Friday, May 29, 2009

Susie-Q Malt Shop

Susie-Q Malt Shop 16x24 Oil on Masonite

This drive-in (malt shop) has been in the same spot (and run by the same family) in Rogers, Arkansas since the 1960s. They have a sign near the order window that reads something similar to "this isn't a fast food restaurant, the food is cooked when it's ordered". I'll vouch that they make the BEST hamburger, fries and shakes in the area. Rumor has it that they make a "killer" dessert but I've never been hungry enough to try anything else.

They close up for the winter and a sure sign that it's spring or almost spring and life is renewed is when they open for business in the spring. You have to get here early at the lunch hour or you'll need a lunch two hours! :-)

Their address is:
Susie-Q Malt Shop
612 N 2nd St
Rogers, Arkansas 72756-6636
(479) 636-1326

Wednesday, May 27, 2009

Pennsylvania Farms

Pennsylvania Farms 8x10 Oil on Masonite

This is my interpretation of Karin Jurick's challenge in her Different Strokes From Different Folks (DSFDF) challenge.

For this challenge Karin posted a black & white photo of a farm and the responding artists were to make a color painting.

Excuses: In the painting the silos are light grey. My rude camera and/or photo software adjusted the grey silos to blue silos and I had to leave the silos blue else the foreground green went reddish! Or radish or whatever the crops are. :-) Rule #1 - the problem is always the camera.

Monday, May 25, 2009

Tuesday After The Rain - Plein air

Tuesday After The Rain 8x10 Oil on Masonite

This is another (Number 2) stab at plein air painting. Again, this is (sort of) the view from my "studio" window which faces West.

We had totally gray skies with a gentle, soft rain all morning then around 2-3 PM the clouds started breaking up and we had skies similar to this.

In reality, there are homes in the foreground, but I didn't feel like cluttering this with those details. Speaking of details, my camera and I are at odds again about focusing. I'll keep trying to get a sharply focused photo - in the meantime just squint at this picture and you won't know it's not nicely focused. :-)

Red Barn No. 1 - WIP

Red Barn No. 1 - WIP 8x24 Oil on Masonite

Another WIP (work in progress)! This was suggested by a photo my wife took on a recent auto trip from our house to Mountain Home, Arkansas.

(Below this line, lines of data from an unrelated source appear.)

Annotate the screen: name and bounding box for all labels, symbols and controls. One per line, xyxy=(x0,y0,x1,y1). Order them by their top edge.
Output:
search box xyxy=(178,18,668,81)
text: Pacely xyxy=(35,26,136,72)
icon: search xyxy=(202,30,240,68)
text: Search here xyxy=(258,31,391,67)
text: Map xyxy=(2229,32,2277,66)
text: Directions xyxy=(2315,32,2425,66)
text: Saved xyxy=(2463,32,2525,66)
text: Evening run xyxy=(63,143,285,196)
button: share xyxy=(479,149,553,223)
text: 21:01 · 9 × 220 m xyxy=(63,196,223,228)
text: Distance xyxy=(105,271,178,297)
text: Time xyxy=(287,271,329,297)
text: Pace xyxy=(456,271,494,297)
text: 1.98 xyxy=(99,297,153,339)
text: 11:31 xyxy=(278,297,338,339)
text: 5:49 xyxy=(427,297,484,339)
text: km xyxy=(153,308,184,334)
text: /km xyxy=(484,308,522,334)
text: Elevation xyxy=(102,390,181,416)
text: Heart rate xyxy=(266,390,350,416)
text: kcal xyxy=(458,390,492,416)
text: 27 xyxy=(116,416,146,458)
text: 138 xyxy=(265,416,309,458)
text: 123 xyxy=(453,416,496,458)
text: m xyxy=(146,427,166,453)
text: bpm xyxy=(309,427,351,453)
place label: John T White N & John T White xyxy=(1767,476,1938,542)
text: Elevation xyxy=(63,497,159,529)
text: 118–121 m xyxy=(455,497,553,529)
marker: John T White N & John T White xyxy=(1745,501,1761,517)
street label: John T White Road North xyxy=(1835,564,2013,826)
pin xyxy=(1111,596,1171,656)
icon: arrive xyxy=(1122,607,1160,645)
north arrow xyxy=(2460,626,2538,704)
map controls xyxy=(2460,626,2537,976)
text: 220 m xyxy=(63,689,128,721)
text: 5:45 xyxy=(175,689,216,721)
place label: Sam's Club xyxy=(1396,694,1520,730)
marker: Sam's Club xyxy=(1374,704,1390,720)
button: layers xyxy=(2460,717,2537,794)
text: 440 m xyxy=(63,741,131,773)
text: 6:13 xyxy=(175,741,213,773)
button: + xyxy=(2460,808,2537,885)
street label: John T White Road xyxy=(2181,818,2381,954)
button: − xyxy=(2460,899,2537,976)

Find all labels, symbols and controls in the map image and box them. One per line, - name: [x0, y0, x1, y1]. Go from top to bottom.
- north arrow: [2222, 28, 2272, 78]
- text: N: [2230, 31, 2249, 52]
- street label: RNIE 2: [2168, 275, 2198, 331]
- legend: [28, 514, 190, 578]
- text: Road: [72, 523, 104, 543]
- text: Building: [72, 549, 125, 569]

This needs some drying time and I need to look at it a while then "clean it up", add some details and blah blah blah. One thing I'm going to try is adding some cattle near the barn. My cattle usually look like anything but cattle. I also need to put a stock pen to the right of the barn. I don't really NEED to, but the real barn had one and it added some interest. The little shed to the right needs to be straightened or propped up - it looks like it's falling down. Maybe it is?

My camera was sorry it acted up last time and will begin behaving. We'll see.

Saturday, May 23, 2009

A Question About Gesso

I have a question to others who use Acrylic Gesso prime their supports.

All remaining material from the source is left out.